Recently, Rolls-Royce Holdings Plc has been battling a shortage of parts required for hundreds of repairs of damaged engines that give power to Boeing’s 787 wide-body jets. This shortage has further delayed an already tight schedule. The repair for worn out Trent 1000 turbines has taken three days longer than the projected timetable. In some cases, this is due to a shortage of stock of compressor blades.
While Rolls Royce powered 787s are on the ground for repairs, airlines are being forced to lease replacement planes. This can sometimes be fore months. In the month of June so far, the number of airplanes on ground have reached 43. The struggle on aircraft component suppliers could become even worse, as it was recently revealed that durability problems extend to an early version of the engine. Rolls Royce has allocated around $1.3 billion in cash to tackle the engine issues.
The faster than expected downfall of the Trent 1000’s blades first came to notice in 2016. As several airlines continued to report damage to a batch of engines regarded as “Package C” last year, regulators intervened in April by ordering emergency shop visits for almost 400 suspect turbines. They also limited the number of flights for the 787s holding these engines to 2 hours and 20 minutes from the nearest spot for landing.

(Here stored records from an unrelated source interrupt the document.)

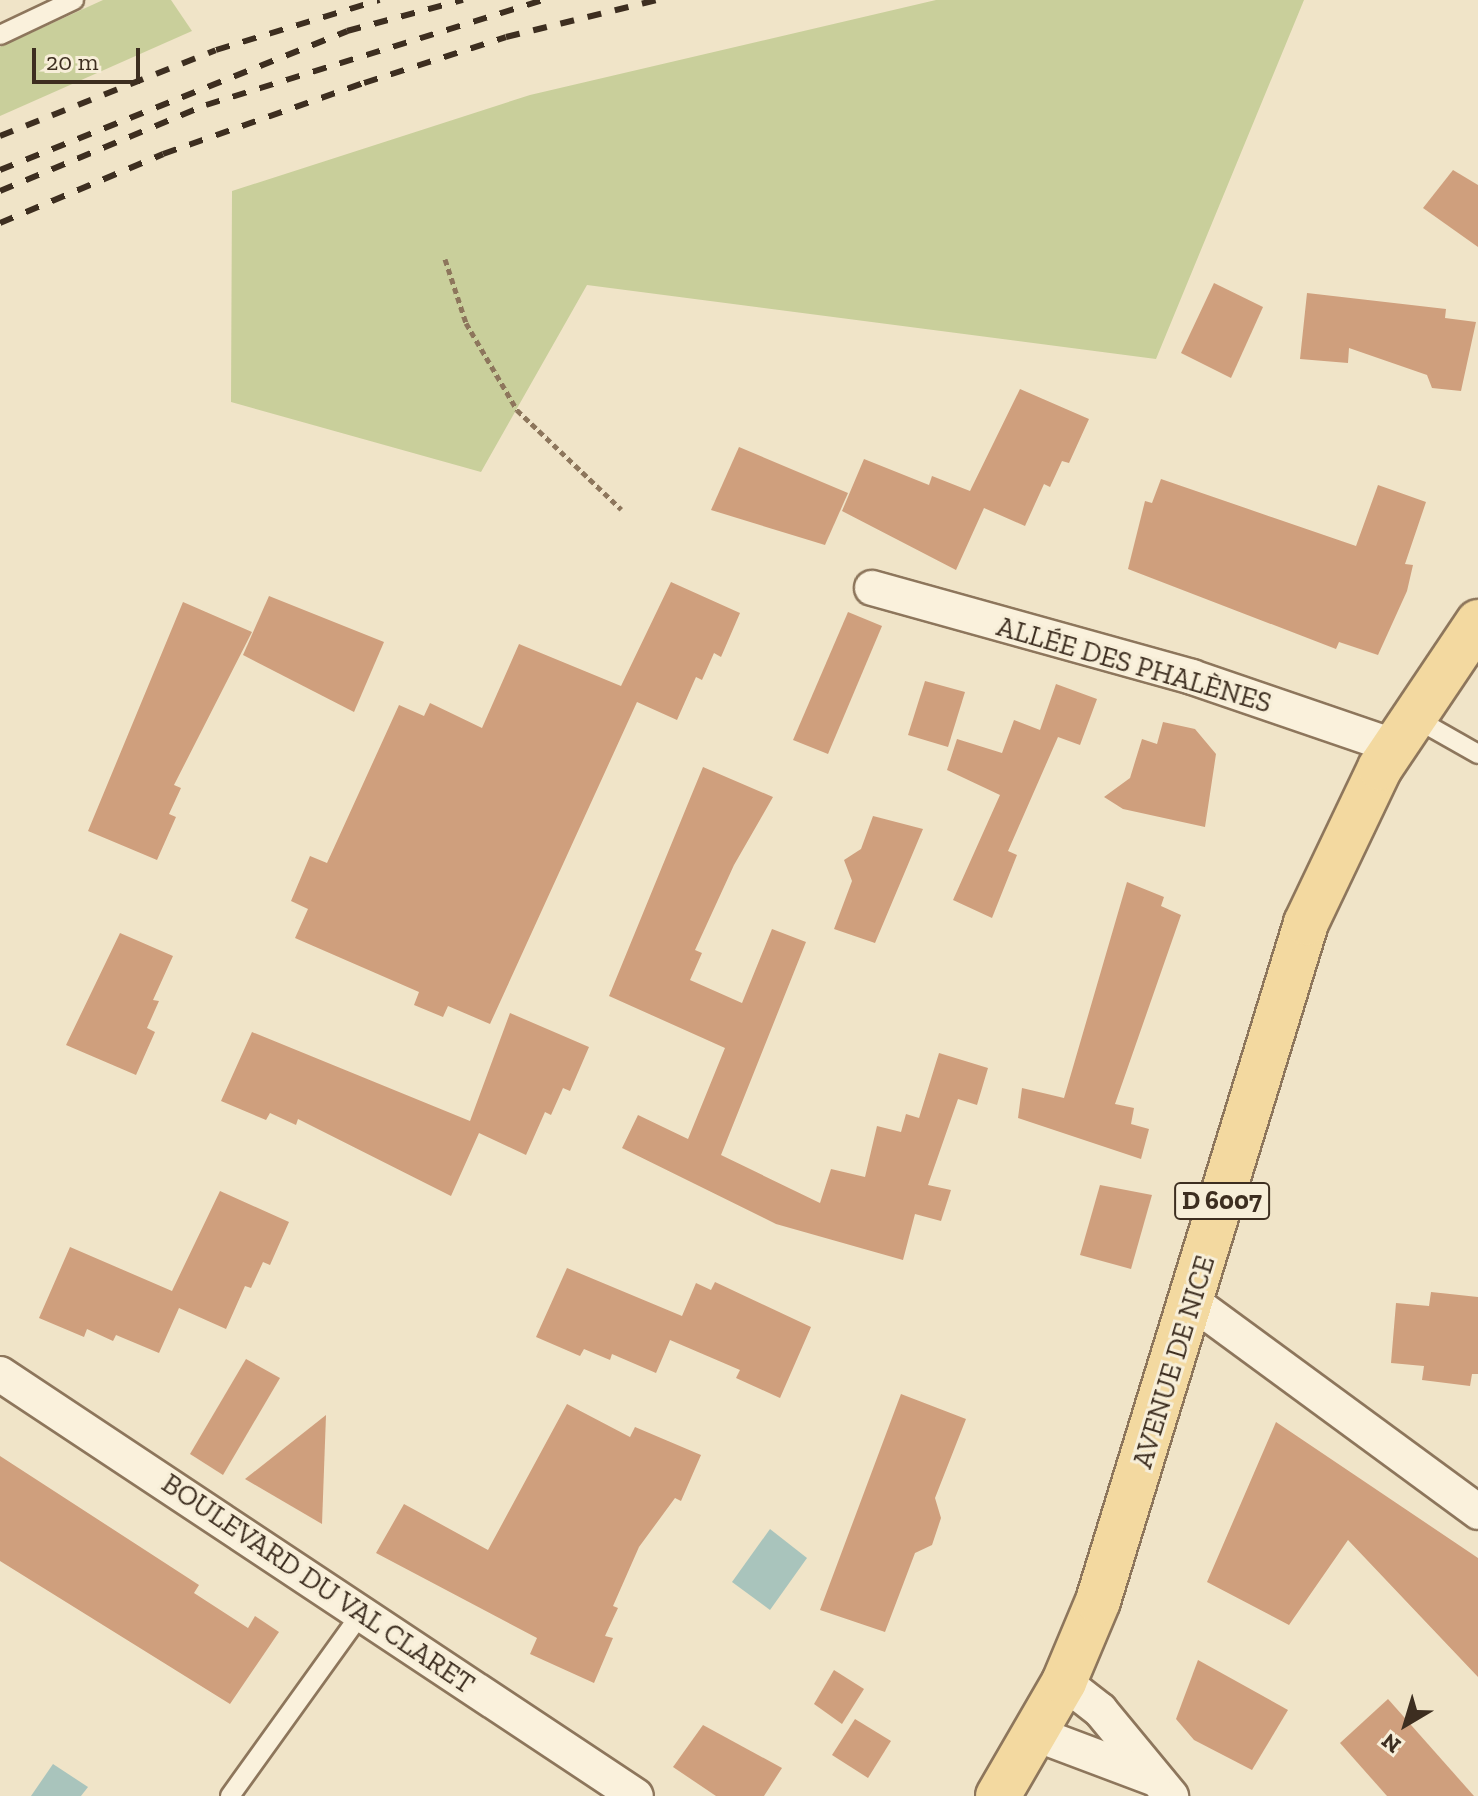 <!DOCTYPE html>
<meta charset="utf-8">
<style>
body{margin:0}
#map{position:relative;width:1478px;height:1796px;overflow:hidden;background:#f0e4c8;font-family:"Zilla Slab",serif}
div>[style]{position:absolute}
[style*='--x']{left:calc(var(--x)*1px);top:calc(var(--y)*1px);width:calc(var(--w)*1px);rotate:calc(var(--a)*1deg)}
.green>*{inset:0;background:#c9cf9b}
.water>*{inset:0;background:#a9c4bc}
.building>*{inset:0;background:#cf9f7d}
.path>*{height:5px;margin-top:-2.5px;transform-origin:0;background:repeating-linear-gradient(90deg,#8d765c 0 6px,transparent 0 10px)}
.roads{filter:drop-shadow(2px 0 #8d765c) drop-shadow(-2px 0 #8d765c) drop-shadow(0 2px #8d765c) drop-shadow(0 -2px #8d765c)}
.lane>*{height:18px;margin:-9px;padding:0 9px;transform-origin:9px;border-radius:9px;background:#faf1dc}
.street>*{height:34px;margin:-17px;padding:0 17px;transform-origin:17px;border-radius:17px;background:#faf1dc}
.primary>*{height:44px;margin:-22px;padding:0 22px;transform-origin:22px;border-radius:22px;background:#f3d9a0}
.rail>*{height:6px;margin-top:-3px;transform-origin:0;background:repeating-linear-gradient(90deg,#3d2e20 0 14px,transparent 0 28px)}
span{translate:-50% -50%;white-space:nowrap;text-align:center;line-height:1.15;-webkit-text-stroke:6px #f7eed8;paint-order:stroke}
.shield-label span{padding:2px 6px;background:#f7eed8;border:2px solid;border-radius:6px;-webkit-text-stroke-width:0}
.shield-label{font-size:26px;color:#3d2e20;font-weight:700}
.street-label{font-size:28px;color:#3d2e20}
.north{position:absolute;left:1366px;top:1684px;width:80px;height:80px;-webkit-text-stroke:6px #f7eed8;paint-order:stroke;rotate:218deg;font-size:22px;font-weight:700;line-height:32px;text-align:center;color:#3d2e20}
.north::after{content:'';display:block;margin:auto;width:28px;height:36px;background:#3d2e20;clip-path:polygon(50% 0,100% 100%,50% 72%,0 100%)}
.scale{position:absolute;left:32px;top:48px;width:108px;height:36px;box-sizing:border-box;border:4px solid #3d2e20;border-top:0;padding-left:10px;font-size:24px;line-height:28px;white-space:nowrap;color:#3d2e20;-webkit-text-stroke:6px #f7eed8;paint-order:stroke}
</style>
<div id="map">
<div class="green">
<i style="clip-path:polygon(103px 0,171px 0,192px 31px,0 116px,0 47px)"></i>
<i style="clip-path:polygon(936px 0,1304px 0,1156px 359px,587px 285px,481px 472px,231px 402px,232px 191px,530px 95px)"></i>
</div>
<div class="water">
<i style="clip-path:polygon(770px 1529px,807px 1558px,770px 1610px,732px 1582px)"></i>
<i style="clip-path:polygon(53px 1764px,88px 1787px,81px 1796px,31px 1796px)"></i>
</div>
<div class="building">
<i style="clip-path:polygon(1453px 170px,1478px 185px,1478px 247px,1423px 208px)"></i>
<i style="clip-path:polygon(1214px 283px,1263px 307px,1231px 378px,1181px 353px)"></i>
<i style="clip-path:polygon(1307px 293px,1446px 309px,1445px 318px,1476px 322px,1461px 391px,1432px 388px,1427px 375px,1349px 348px,1348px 363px,1300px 359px)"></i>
<i style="clip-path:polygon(1020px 389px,1089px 419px,1069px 463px,1062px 461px,1050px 487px,1044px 484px,1025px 526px,984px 508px,956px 570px,842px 511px,864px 459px,929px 485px,932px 476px,970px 491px)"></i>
<i style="clip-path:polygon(739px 447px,848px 493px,825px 545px,711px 510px)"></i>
<i style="clip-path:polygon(1161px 479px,1356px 546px,1378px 485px,1426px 502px,1405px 564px,1413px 565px,1407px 591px,1378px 655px,1339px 642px,1336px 649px,1128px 569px,1145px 501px,1152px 503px)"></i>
<i style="clip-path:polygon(671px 582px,740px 613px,721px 657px,714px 653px,702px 680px,696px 677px,677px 720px,637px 702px,490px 1024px,448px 1006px,443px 1017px,414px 1005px,419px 992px,295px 938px,308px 909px,291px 901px,310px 856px,327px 863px,399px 705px,424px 716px,430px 703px,482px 728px,519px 644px,621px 686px)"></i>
<i style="clip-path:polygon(269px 596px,384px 642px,354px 712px,243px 655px)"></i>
<i style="clip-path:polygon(183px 602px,252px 632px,174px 785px,181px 788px,169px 814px,176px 817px,157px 860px,88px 831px)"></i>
<i style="clip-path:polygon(848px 612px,882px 626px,828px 754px,793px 740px)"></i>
<i style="clip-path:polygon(925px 681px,965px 692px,948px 747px,908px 735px)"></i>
<i style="clip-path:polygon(1056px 684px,1097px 699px,1080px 745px,1058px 737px,1008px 851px,1017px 855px,992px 918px,953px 900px,1000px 795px,947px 770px,957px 739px,1002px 753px,1014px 720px,1040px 730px)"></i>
<i style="clip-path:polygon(1163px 722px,1195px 729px,1216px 754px,1205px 827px,1123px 809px,1104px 797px,1130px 778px,1142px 739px,1157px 744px)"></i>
<i style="clip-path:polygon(703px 767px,773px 797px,734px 865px,695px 950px,702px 953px,690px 980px,742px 1003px,772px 929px,806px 942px,721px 1155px,820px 1203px,831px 1169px,865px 1177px,877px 1126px,901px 1132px,906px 1114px,919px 1118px,939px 1053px,988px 1068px,977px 1105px,958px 1099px,928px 1185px,951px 1190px,941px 1221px,915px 1214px,903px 1260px,776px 1224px,622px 1148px,638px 1115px,688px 1139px,725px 1048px,609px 996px)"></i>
<i style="clip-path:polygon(873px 816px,923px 829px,875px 943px,834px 929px,852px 881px,844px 860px,861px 849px)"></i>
<i style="clip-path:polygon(1127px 882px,1164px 897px,1161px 906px,1181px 915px,1115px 1104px,1134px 1108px,1131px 1124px,1149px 1129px,1141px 1159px,1018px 1118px,1022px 1088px,1064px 1098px)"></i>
<i style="clip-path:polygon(120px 933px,173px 956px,153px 1000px,159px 1001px,147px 1028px,155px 1032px,136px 1075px,66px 1045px)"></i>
<i style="clip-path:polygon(510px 1013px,589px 1047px,570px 1091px,563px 1088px,551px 1115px,545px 1112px,526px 1155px,479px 1133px,451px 1196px,298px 1119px,296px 1125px,270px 1113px,266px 1120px,221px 1101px,252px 1032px,470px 1121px)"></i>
<i style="clip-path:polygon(1100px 1185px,1152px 1195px,1131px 1269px,1080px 1255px)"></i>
<i style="clip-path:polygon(220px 1191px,289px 1222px,270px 1265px,263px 1262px,251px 1288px,245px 1286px,226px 1329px,179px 1308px,159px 1353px,116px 1335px,113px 1341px,87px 1329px,84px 1337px,39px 1318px,70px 1247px,172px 1291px)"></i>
<i style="clip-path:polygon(567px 1268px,682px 1316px,696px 1283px,711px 1290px,715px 1282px,811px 1327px,780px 1398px,736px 1378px,740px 1370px,670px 1340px,656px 1373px,612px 1354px,610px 1360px,584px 1349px,580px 1356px,536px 1337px)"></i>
<i style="clip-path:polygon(1431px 1292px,1478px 1297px,1478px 1374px,1472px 1374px,1470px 1386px,1422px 1380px,1424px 1366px,1391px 1363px,1396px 1303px,1429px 1306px)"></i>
<i style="clip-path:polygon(246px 1359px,280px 1378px,223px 1475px,190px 1454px)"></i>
<i style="clip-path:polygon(901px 1394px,966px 1419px,935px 1498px,941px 1518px,932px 1545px,915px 1553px,885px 1632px,820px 1610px)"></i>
<i style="clip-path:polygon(567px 1404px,630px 1437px,635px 1427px,701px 1455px,681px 1501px,675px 1498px,639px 1547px,613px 1606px,618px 1608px,605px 1636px,613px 1638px,594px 1683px,530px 1654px,537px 1638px,376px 1553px,404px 1504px,488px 1550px)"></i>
<i style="clip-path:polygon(326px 1415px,322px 1524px,245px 1479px)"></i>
<i style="clip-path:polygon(1276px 1422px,1478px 1558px,1478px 1677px,1348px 1540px,1289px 1625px,1207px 1582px)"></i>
<i style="clip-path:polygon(0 1456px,199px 1585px,194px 1593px,248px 1628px,255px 1616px,279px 1632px,230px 1704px,0 1561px)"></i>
<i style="clip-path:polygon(1198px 1660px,1288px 1710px,1252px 1770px,1194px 1740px,1176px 1719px)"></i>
<i style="clip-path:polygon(834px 1670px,864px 1689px,842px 1724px,814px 1704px)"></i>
<i style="clip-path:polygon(1388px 1699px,1474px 1796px,1387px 1796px,1340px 1743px)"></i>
<i style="clip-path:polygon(855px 1719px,891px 1741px,868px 1778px,832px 1755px)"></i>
<i style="clip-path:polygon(703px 1725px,782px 1768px,764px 1796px,716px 1796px,673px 1767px)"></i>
</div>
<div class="path">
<i style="--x:445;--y:259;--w:67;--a:71.8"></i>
<i style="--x:466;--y:323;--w:101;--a:59.6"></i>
<i style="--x:517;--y:410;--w:144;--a:43.6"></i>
</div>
<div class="roads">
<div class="lane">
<i style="--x:0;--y:35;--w:82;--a:-25.3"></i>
<i style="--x:1413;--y:717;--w:75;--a:29.6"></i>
<i style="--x:230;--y:1796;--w:226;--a:-54.3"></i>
</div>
<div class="street">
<i style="--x:872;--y:588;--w:332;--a:15.5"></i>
<i style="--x:1192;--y:677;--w:213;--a:18.9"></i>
<i style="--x:1194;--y:1303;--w:353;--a:36.3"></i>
<i style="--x:0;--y:1374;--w:763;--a:33.57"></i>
<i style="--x:1064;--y:1682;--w:46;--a:37.9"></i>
<i style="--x:1100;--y:1710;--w:112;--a:50.5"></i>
<i style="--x:1036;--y:1734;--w:125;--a:20.6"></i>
</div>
<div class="primary">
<i style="--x:998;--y:1796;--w:132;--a:-59.9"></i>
<i style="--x:1064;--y:1682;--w:88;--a:-67.2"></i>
<i style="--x:1098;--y:1601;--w:709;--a:-72.94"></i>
<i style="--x:1306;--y:923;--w:172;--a:-64.5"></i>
<i style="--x:1380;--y:768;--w:176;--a:-56.1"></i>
</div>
</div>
<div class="rail">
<i style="--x:0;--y:136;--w:232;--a:-21.7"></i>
<i style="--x:216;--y:50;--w:171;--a:-17"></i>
<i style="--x:0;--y:170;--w:374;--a:-21.8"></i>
<i style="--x:347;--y:31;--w:120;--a:-15"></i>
<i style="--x:0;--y:191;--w:223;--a:-22.7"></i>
<i style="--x:206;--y:105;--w:354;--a:-17.3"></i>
<i style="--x:0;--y:223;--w:177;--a:-22.9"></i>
<i style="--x:163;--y:154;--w:213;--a:-19.5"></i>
<i style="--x:364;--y:83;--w:149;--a:-17.9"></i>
<i style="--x:506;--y:37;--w:155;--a:-13.8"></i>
</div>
<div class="shield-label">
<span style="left:1222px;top:1201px">D 6007</span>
</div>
<div class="street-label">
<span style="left:1134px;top:665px;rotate:16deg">ALLÉE DES PHALÈNES</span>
<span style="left:1174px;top:1362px;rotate:-73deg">AVENUE DE NICE</span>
<span style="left:318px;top:1584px;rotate:34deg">BOULEVARD DU VAL CLARET</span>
</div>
<div class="north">N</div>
<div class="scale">20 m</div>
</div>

Rolls Royce manufacturers their turbine blades at a number of different global site, which includes their new factory in Rotherham, England. The Rotherham facility was dubbed as the most advanced facility when it opened in 2015. Techjet Aerofoils Ltd. Is Rolls’s only supplier for titanium compressor blades, although the company has supposed plans to source more producers. Rolls Royce has taken measures to certify an inspection method that will allow for work to be done with the engines still attached to the plane wing. This method will ease the burden maintenance shops face during repairs.